The task:
Type out the complete listing below word for word, without its pictures.

Extracted entries:
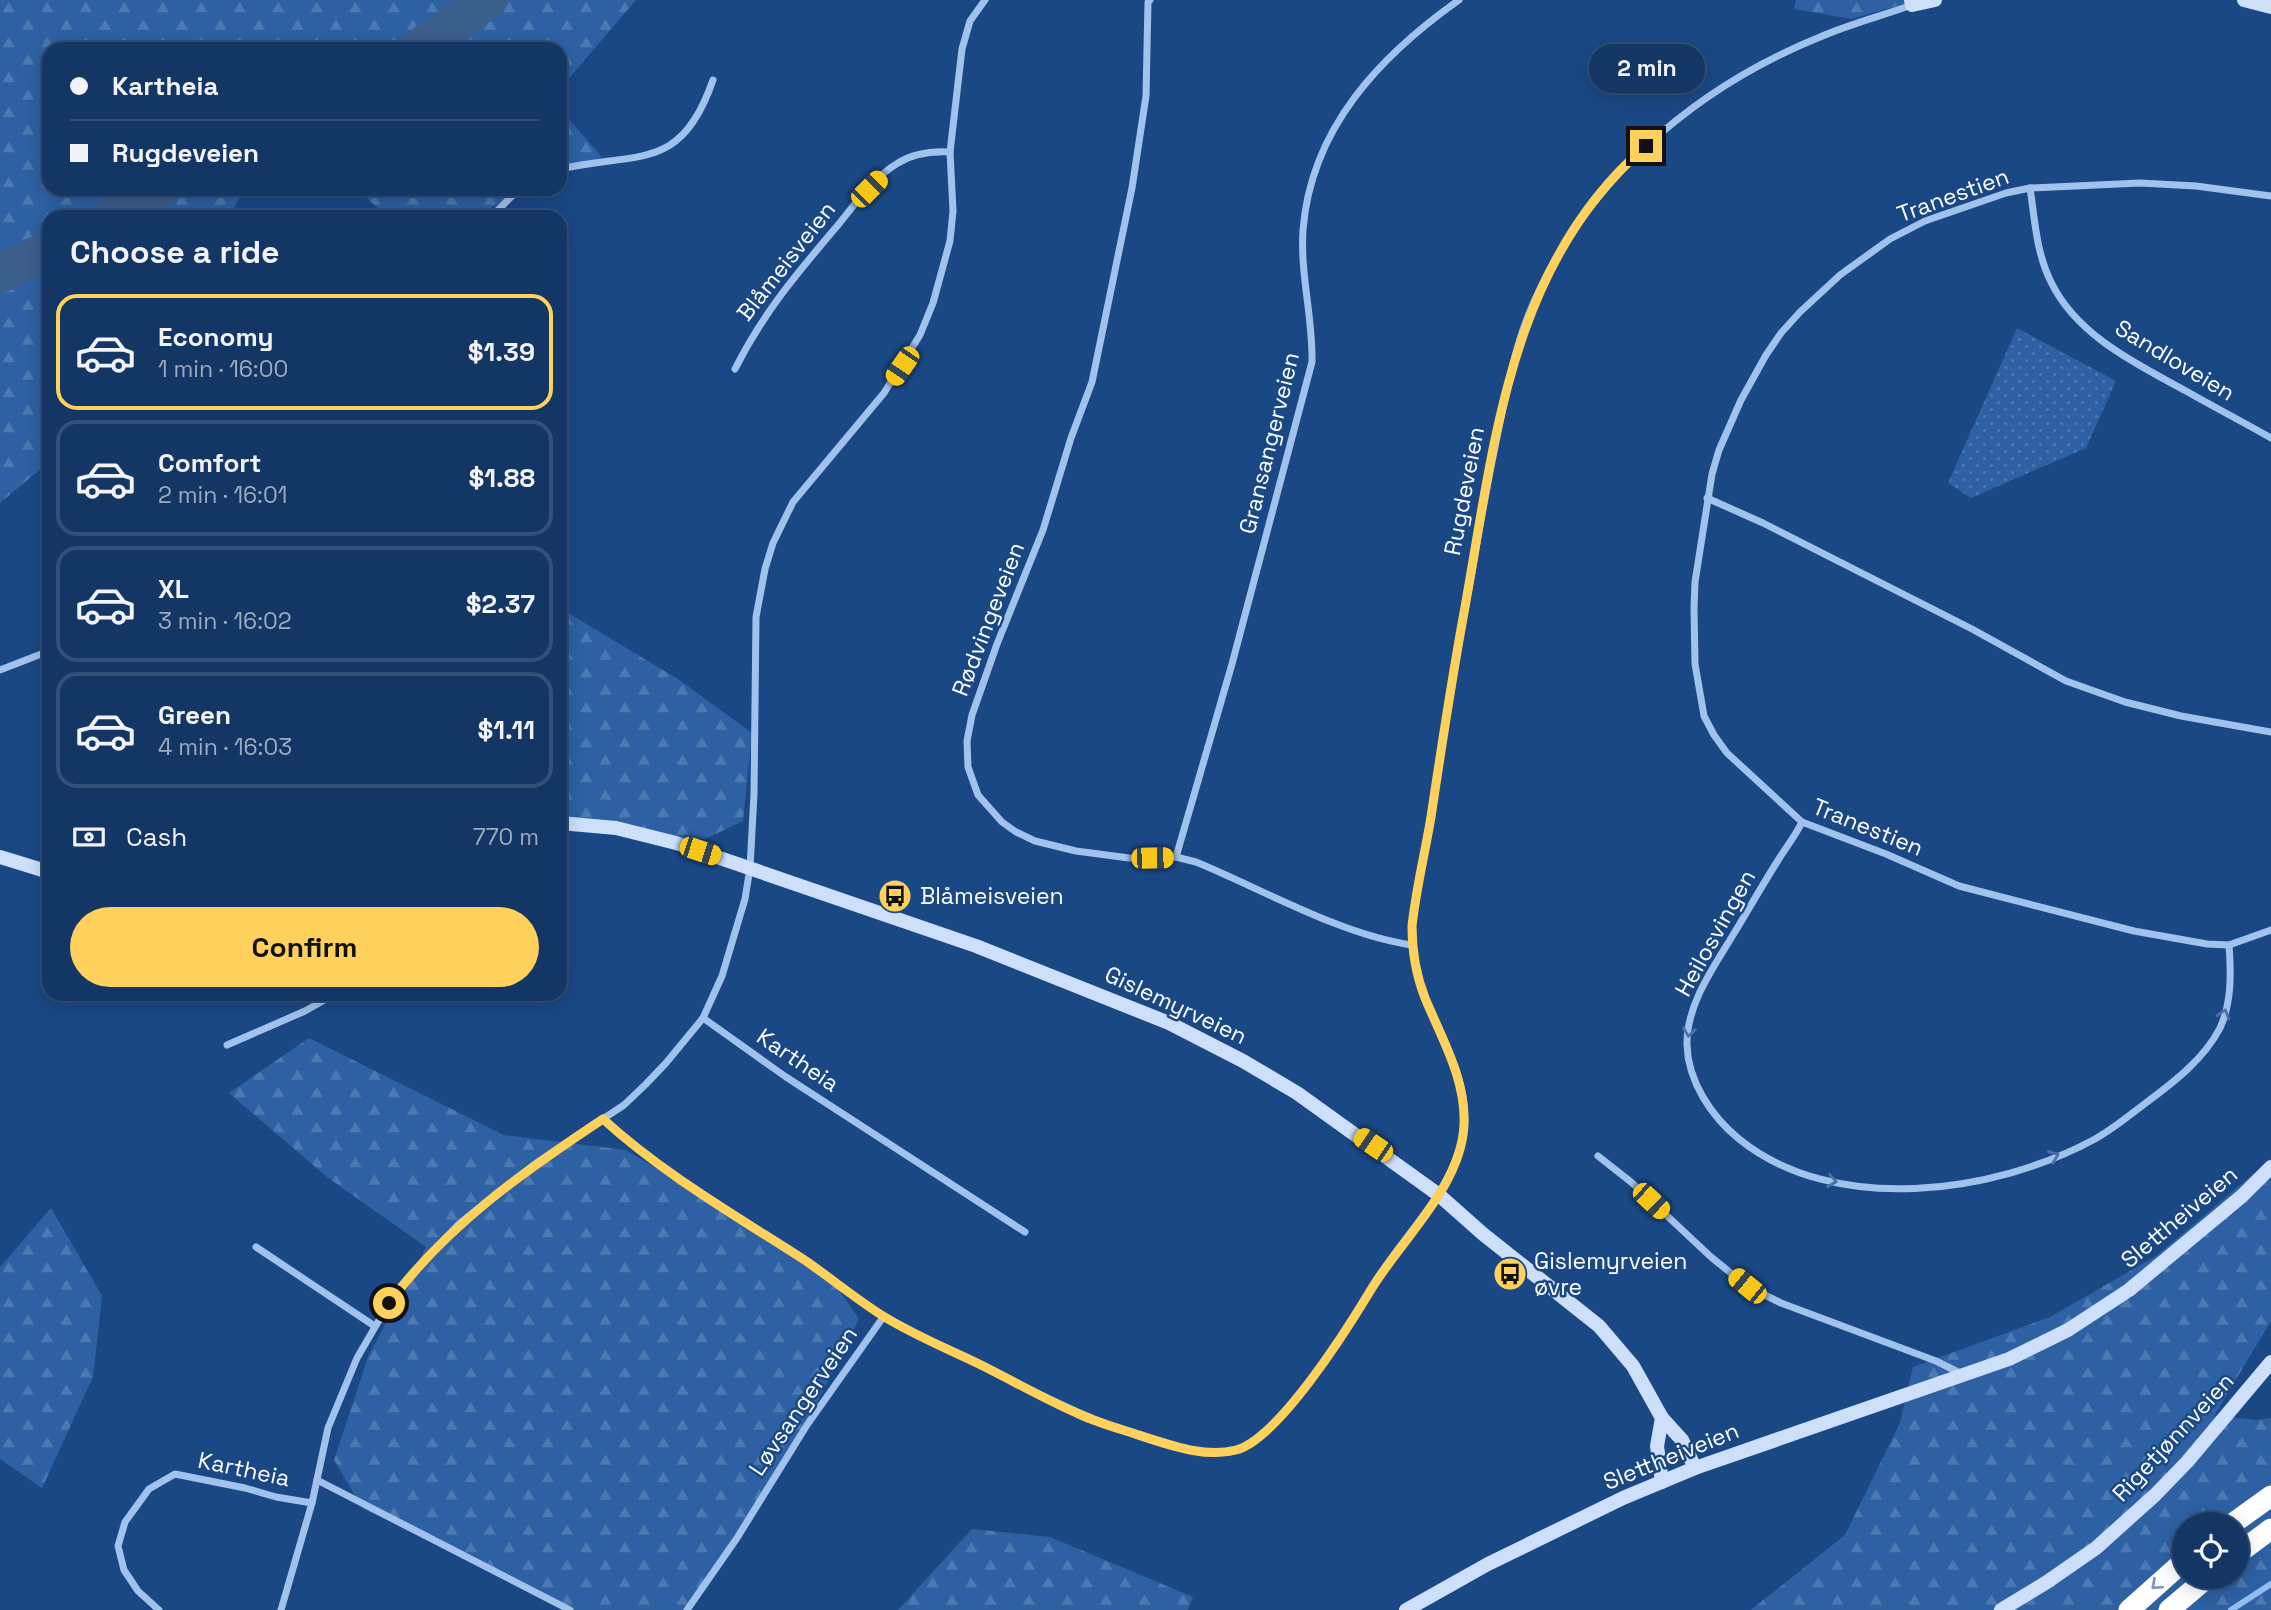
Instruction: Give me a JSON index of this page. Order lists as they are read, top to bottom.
{
  "streets": {
    "street": [
      "Tranestien",
      "Blåmeisveien",
      "Sandloveien",
      "Gransangerveien",
      "Rugdeveien",
      "Rødvingeveien",
      "Heilosvingen",
      "Gislemyrveien",
      "Kartheia",
      "Slettheiveien",
      "Løvsangerveien",
      "Rigetjønnveien"
    ]
  },
  "crossings": [
    ["Tranestien", "Sandloveien"],
    ["Tranestien", "Heilosvingen"],
    ["Gransangerveien", "Rødvingeveien"],
    ["Rugdeveien", "Rødvingeveien"],
    ["Rugdeveien", "Gislemyrveien"],
    ["Rugdeveien", "Løvsangerveien"],
    ["Gislemyrveien", "Kartheia"],
    ["Gislemyrveien", "Slettheiveien"],
    ["Gislemyrveien", "Løvsangerveien"]
  ],
  "places": {
    "bus stop": ["Blåmeisveien", "Gislemyrveien øvre"]
  },
  "page": {
    "banner": ["Kartheia", "Rugdeveien"],
    "bubble": "2 min",
    "heading": "Choose a ride",
    "list": [
      {
        "name": "Economy",
        "note": "1 min · 16:00",
        "value": "$1.39"
      },
      {
        "name": "Comfort",
        "note": "2 min · 16:01",
        "value": "$1.88"
      },
      {
        "name": "XL",
        "note": "3 min · 16:02",
        "value": "$2.37"
      },
      {
        "name": "Green",
        "note": "4 min · 16:03",
        "value": "$1.11"
      }
    ],
    "pay": ["Cash", "770 m"],
    "buttons": "Confirm"
  }
}
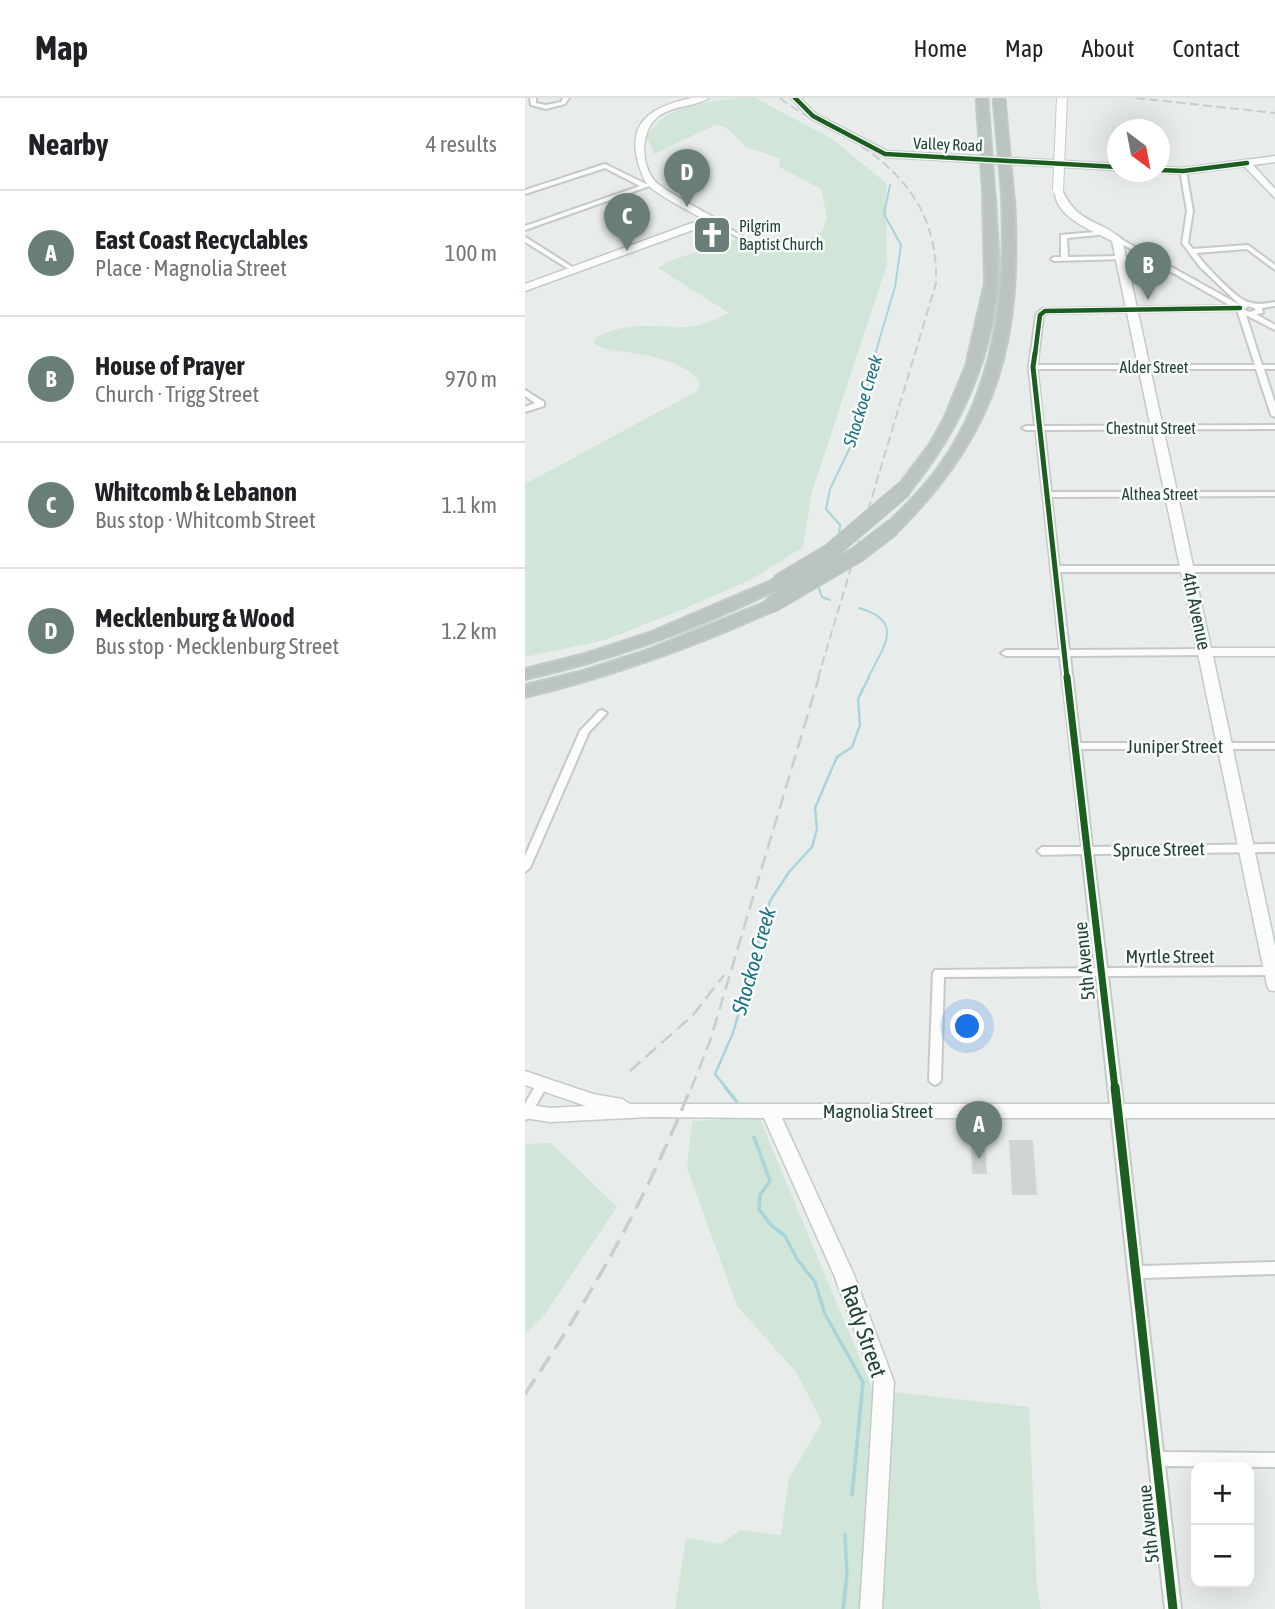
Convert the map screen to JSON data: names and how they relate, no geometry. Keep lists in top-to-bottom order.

Written reply:
Instruction: Give me a JSON index of this page. Order lists as they are read, top to bottom.
{
  "streets": {
    "street": [
      "Tranestien",
      "Blåmeisveien",
      "Sandloveien",
      "Gransangerveien",
      "Rugdeveien",
      "Rødvingeveien",
      "Heilosvingen",
      "Gislemyrveien",
      "Kartheia",
      "Slettheiveien",
      "Løvsangerveien",
      "Rigetjønnveien"
    ]
  },
  "crossings": [
    ["Tranestien", "Sandloveien"],
    ["Tranestien", "Heilosvingen"],
    ["Gransangerveien", "Rødvingeveien"],
    ["Rugdeveien", "Rødvingeveien"],
    ["Rugdeveien", "Gislemyrveien"],
    ["Rugdeveien", "Løvsangerveien"],
    ["Gislemyrveien", "Kartheia"],
    ["Gislemyrveien", "Slettheiveien"],
    ["Gislemyrveien", "Løvsangerveien"]
  ],
  "places": {
    "bus stop": ["Blåmeisveien", "Gislemyrveien øvre"]
  },
  "page": {
    "banner": ["Kartheia", "Rugdeveien"],
    "bubble": "2 min",
    "heading": "Choose a ride",
    "list": [
      {
        "name": "Economy",
        "note": "1 min · 16:00",
        "value": "$1.39"
      },
      {
        "name": "Comfort",
        "note": "2 min · 16:01",
        "value": "$1.88"
      },
      {
        "name": "XL",
        "note": "3 min · 16:02",
        "value": "$2.37"
      },
      {
        "name": "Green",
        "note": "4 min · 16:03",
        "value": "$1.11"
      }
    ],
    "pay": ["Cash", "770 m"],
    "buttons": "Confirm"
  }
}
Convert the map screen to JSON data: names and how they relate, no geometry. Keep lists in top-to-bottom order.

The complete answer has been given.